BEGIN DATA EXTRACTS
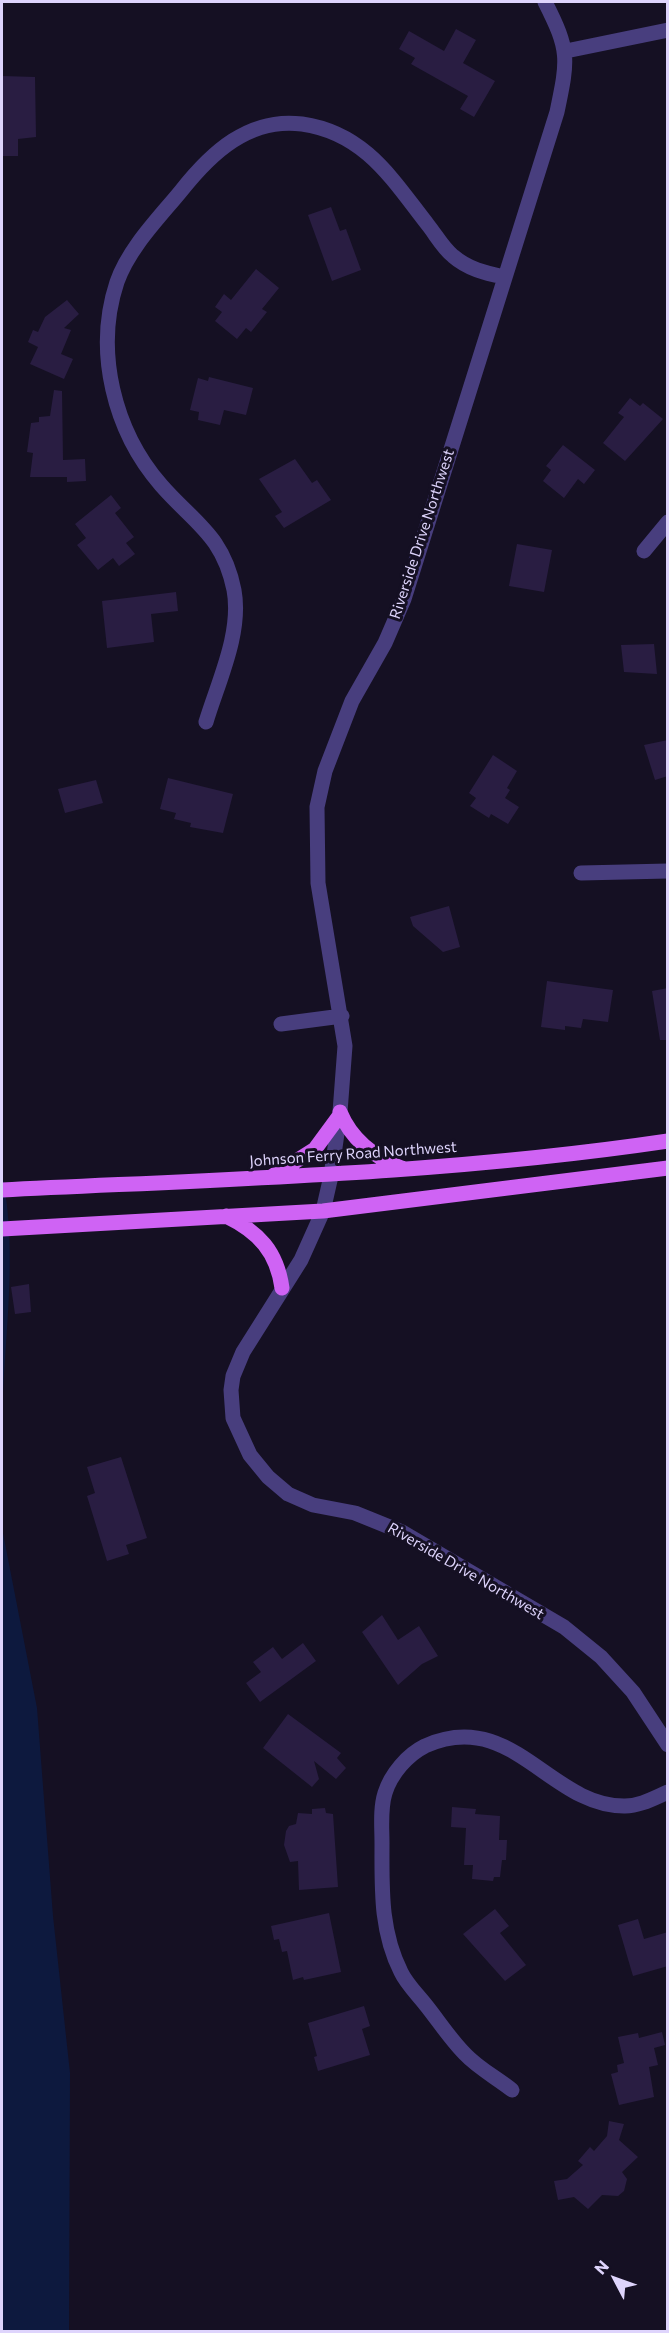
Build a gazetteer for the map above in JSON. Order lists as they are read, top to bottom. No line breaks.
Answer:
{"streets":{"main road":["Johnson Ferry Road Northwest"],"street":["Riverside Drive Northwest"]},"crossings":[["Riverside Drive Northwest","Johnson Ferry Road Northwest"]],"north":"top left"}
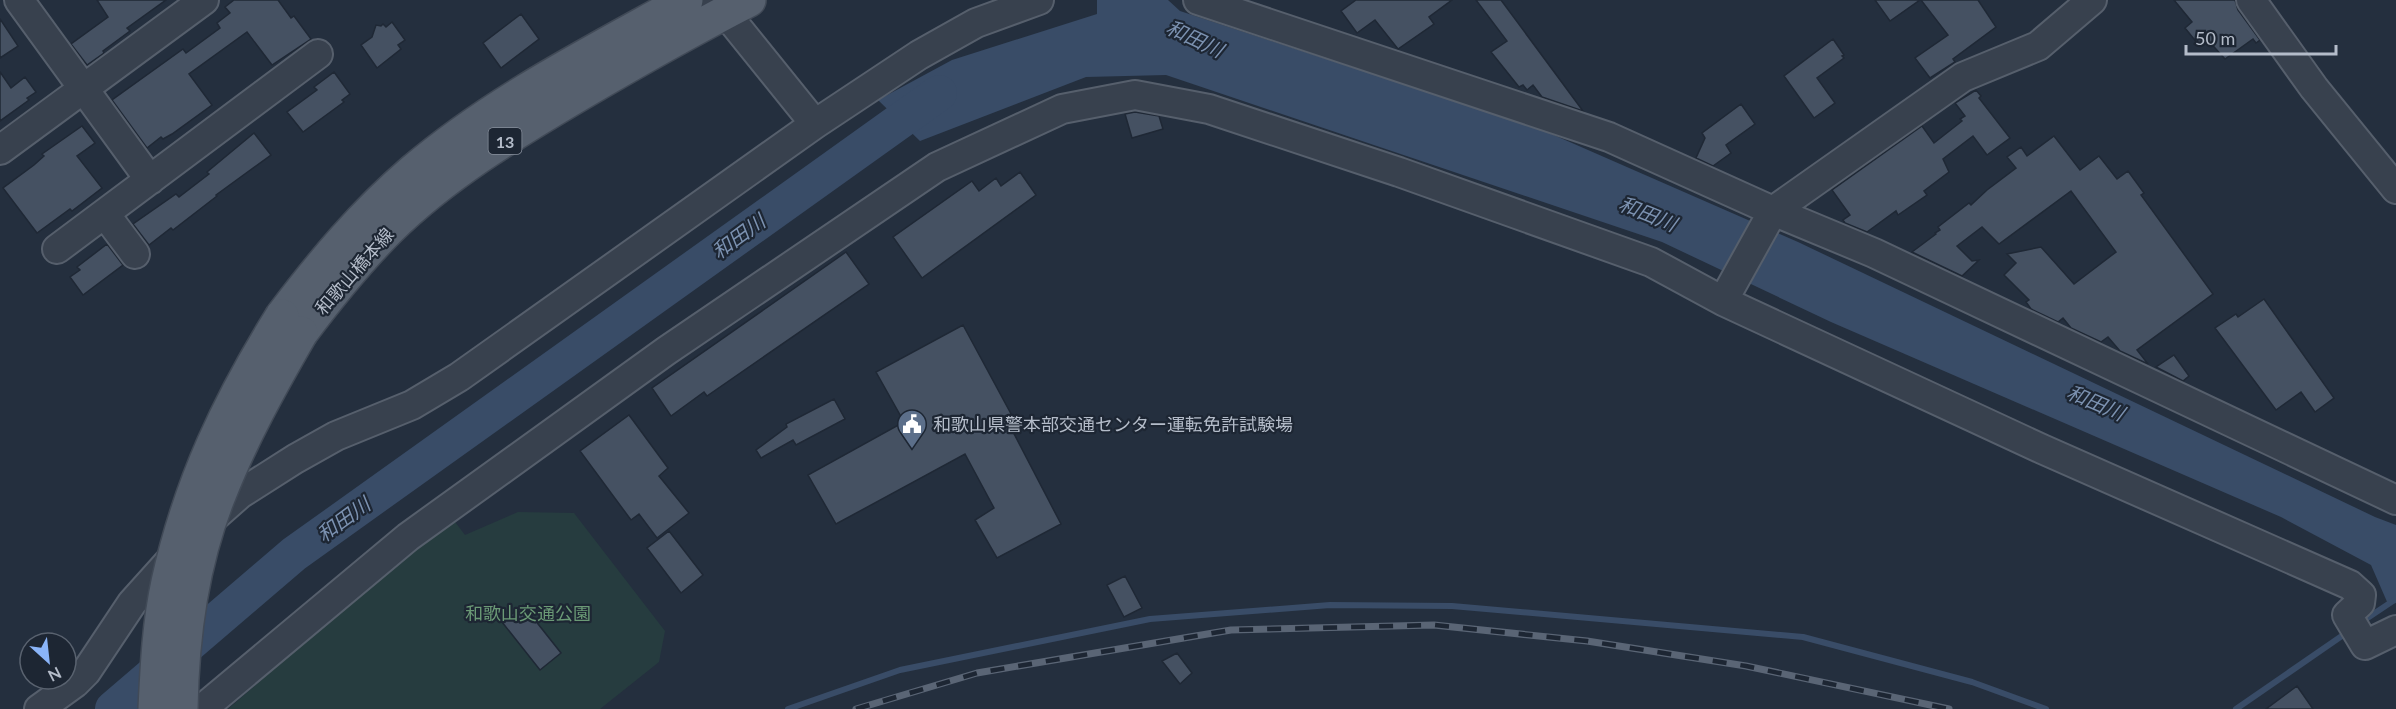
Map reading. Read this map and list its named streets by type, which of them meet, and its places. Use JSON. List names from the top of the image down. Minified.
{"streets":{"main road":["13","和歌山橋本線"]},"water":["和田川"],"parks":["和歌山交通公園"],"places":{"public building":["和歌山県警本部交通センター運転免許試験場"]},"scale_bar":"50 m","north":"bottom right"}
END DATA EXTRACTS
### TASK GOAL
Repeat all entries exactly, pictures excluded.

### OUTPUT
Build a gazetteer for the map above in JSON. Order lists as they are read, top to bottom. No line breaks.
Answer:
{"streets":{"main road":["Johnson Ferry Road Northwest"],"street":["Riverside Drive Northwest"]},"crossings":[["Riverside Drive Northwest","Johnson Ferry Road Northwest"]],"north":"top left"}
Map reading. Read this map and list its named streets by type, which of them meet, and its places. Use JSON. List names from the top of the image down. Minified.
{"streets":{"main road":["13","和歌山橋本線"]},"water":["和田川"],"parks":["和歌山交通公園"],"places":{"public building":["和歌山県警本部交通センター運転免許試験場"]},"scale_bar":"50 m","north":"bottom right"}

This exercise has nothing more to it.